5.盗人のように来るとは
イエス様の来臨について説明する聖書の二つの言葉を、間違って解釈したために多くの混乱が生じています。しかし、主は偏見を持ちやすい人間が誤解することのないように、明確に言われました。そこで、主のお言葉の中で秘密携挙を証明する言葉として使われている"夜中に盗人のように"と、"ひとりは連れて行かれ、もう一方は残される"という言葉を、詳しく見てみましょう。もし私たちが、心を開いて聖書の言葉をそのまま受け取ろうとするなら、イエス様の言葉の中に、曖昧なことなど一つもないという事実を見つけられるはずです。
主が、“夜中に盗人のように”臨まれると言われた意味はなんでしょうか?主はマタイによる福音書24章42-44節で詳しく説明されました。「だから、目をさましていなさい。いつの日にあなたがたの主がこられるのか、あなたがたには、わからないからである。このことをわきまえているがよい。家の主人は、盗賊がいつごろ来るかわかっているなら、目をさましていて、自分の家に押し入ることを許さないであろう。だから、あなたがたも用意をしていなさい。思いがけない時に人の子が来るからである」。

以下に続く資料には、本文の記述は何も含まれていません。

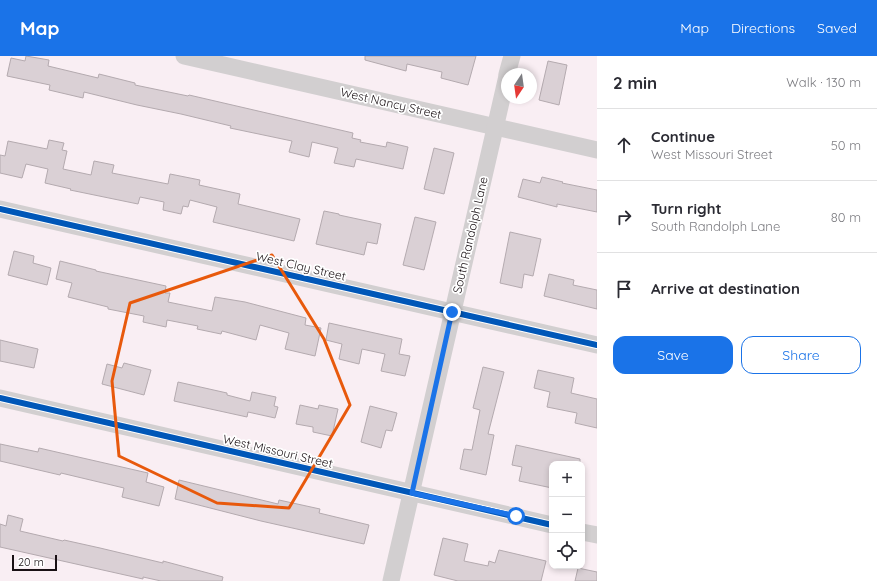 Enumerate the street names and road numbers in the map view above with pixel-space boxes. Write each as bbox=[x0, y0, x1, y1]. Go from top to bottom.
street label: West Nancy Street bbox=[339, 84, 443, 122]
street label: South Randolph Lane bbox=[449, 175, 491, 295]
street label: West Clay Street bbox=[255, 248, 347, 284]
street label: West Missouri Street bbox=[222, 431, 334, 471]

まさにここに答えがあります!子供でも理解できるほど、簡単ではありませんか?主の再臨は、多くの人たちが意識していない時に起こるのです。主の再臨は突然で、この世をあっと驚かせることでしょう。主は、人々が最も期待していない、思いがけない時に来られるのです。夜中に忍び込む盗人を予測できないように、多くの人々が全く主に会う準備が出来ていないような状態の時に、キリストの再臨は起きるのです。この言葉は、主が盗人のように誰にも知られないように、そっと秘密裡に来臨されるという意味ではありません。さきほど学んだように、主が来臨される光景は、世界中の人々が同時に見ることが出来る荘厳なものです。しかし、その方は誰も予測出来ない時に来られるのです。イエス様はマタイ24章50節で次のように強調しておられます。「その僕の主人は思いがけない日、気がつかない時に帰ってきて」。
ペテロもキリストの来臨を描写する時に、同じ「盗人のように」という言葉を使いました。「しかし、主の日は盗人のように襲って来る。その日には、天は大音響をたてて消え去り、天体は焼けてくずれ、地とその上に造り出されたものも、みな焼きつくされるであろう」(Ⅱペテ3:10)。この言葉にも、秘密携挙の考えが間違いであることがよく表されています。ペテロはイエス様が盗人のように来臨される時は、同時に天が大音響を立てて消え去っていく光景を描写しています。それが、秘密めいたことになるのでしょうか?この表現を見れば、イエス様が空中にそっと来臨され、同時に数百万の聖徒が秘密裡に天へ連れて行かれ、他の人たちは何が起きているのか全く分からずにいるという光景を考えることは出来ません。そのような解釈は、聖書の言葉が意味するものと正反対です。ペテロが言及した“大音響”とは、パウロの手紙の中では、あまりにも大きな音なので、死者まで起こすほどの叫び声とラッパの音です。